Cutting Through History: How Euler, Feedback Systems, and the Involute Blade Gave Birth to Modern Meat Processing

By Eben van Tonder, 22 April 25

Table of Contents

1. The Involute Blade and Euler

Involute geometry is the shape traced by the end of a taut string unwinding from a circle. This seemingly simple curve has enormous implications in precision engineering, especially in gear systems and high-speed slicers such as those made by Treif.

Who invented the math?
The foundation of calculus was independently developed in the late 17th century by Isaac Newton and Gottfried Wilhelm Leibniz. However, it was Leonhard Euler (1707–1783) who gave calculus much of its usable form and introduced functions such as f(x), differential equations, and curvature calculations that underpin the modern use of involute shapes.
Euler and the Involute:
Euler formalised the mathematics of curvature and parametric geometry, which made it possible to model the involute curve and predict its contact properties — essential for tools like blades and gears.
Why is the involute blade excellent?
It maintains a constant angle of engagement with the product being cut. This minimizes resistance and maximizes slicing efficiency.
Self-sharpening property:
The angle at which the involute blade meets the product surface changes along the curve, causing the contact point to move across the blade during each cut. This natural movement distributes wear and avoids constant contact on one edge, keeping the blade sharp longer.
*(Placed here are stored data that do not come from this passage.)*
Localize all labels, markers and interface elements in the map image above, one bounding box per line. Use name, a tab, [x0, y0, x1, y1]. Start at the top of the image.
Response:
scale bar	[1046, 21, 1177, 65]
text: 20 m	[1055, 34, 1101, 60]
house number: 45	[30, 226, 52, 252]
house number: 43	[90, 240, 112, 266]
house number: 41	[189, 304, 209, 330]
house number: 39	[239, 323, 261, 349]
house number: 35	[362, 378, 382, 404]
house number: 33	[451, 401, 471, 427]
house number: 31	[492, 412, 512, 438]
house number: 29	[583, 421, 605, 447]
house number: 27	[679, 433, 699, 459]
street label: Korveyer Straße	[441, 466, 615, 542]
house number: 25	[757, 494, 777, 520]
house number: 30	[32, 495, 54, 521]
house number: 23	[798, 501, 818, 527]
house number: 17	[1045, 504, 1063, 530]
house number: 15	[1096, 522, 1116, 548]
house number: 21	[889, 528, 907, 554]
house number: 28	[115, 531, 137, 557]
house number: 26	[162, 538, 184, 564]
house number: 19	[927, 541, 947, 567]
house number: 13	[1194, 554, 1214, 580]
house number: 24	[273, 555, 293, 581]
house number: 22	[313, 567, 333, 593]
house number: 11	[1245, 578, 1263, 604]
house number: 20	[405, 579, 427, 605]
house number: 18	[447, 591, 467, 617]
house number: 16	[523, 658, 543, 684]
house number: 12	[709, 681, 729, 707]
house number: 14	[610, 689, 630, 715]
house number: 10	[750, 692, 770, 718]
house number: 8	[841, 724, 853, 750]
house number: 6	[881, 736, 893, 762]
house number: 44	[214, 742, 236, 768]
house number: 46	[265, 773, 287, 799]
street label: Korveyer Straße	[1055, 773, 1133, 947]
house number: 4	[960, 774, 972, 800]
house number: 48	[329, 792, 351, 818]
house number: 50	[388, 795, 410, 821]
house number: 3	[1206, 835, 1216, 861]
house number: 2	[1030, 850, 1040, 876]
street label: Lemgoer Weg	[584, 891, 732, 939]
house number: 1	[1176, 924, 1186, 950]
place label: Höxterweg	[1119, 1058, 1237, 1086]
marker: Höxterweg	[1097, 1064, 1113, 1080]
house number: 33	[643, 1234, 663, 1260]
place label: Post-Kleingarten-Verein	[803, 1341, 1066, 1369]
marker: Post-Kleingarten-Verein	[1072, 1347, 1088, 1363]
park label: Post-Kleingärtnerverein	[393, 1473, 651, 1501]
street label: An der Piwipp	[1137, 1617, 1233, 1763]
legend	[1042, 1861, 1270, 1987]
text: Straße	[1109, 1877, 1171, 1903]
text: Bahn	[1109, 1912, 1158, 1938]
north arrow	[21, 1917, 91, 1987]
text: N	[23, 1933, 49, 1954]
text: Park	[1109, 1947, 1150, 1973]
It’s the same principle used in gear teeth, where the involute ensures smooth, wear-resistant engagement.

2. Servo Systems and Feedback Mechanisms

Modern Treif slicers, portioners, and vacuum fillers operate with servo motors, which allow high-precision motion control based on continuous feedback.

How servo systems work:

Input: A command (e.g., position, speed, volume) is issued by the controller.
Movement: The motor acts.
Sensor feedback: Encoders measure actual movement.
Comparison and correction: The system adjusts if output differs from input — this is a closed-loop system.

Historical roots:

The principle began with James Watt’s centrifugal governor (1788), a steam engine mechanism that adjusted steam flow to maintain a stable speed.
This concept matured with James Clerk Maxwell’s 1868 paper “On Governors”, which mathematically described dynamic feedback systems.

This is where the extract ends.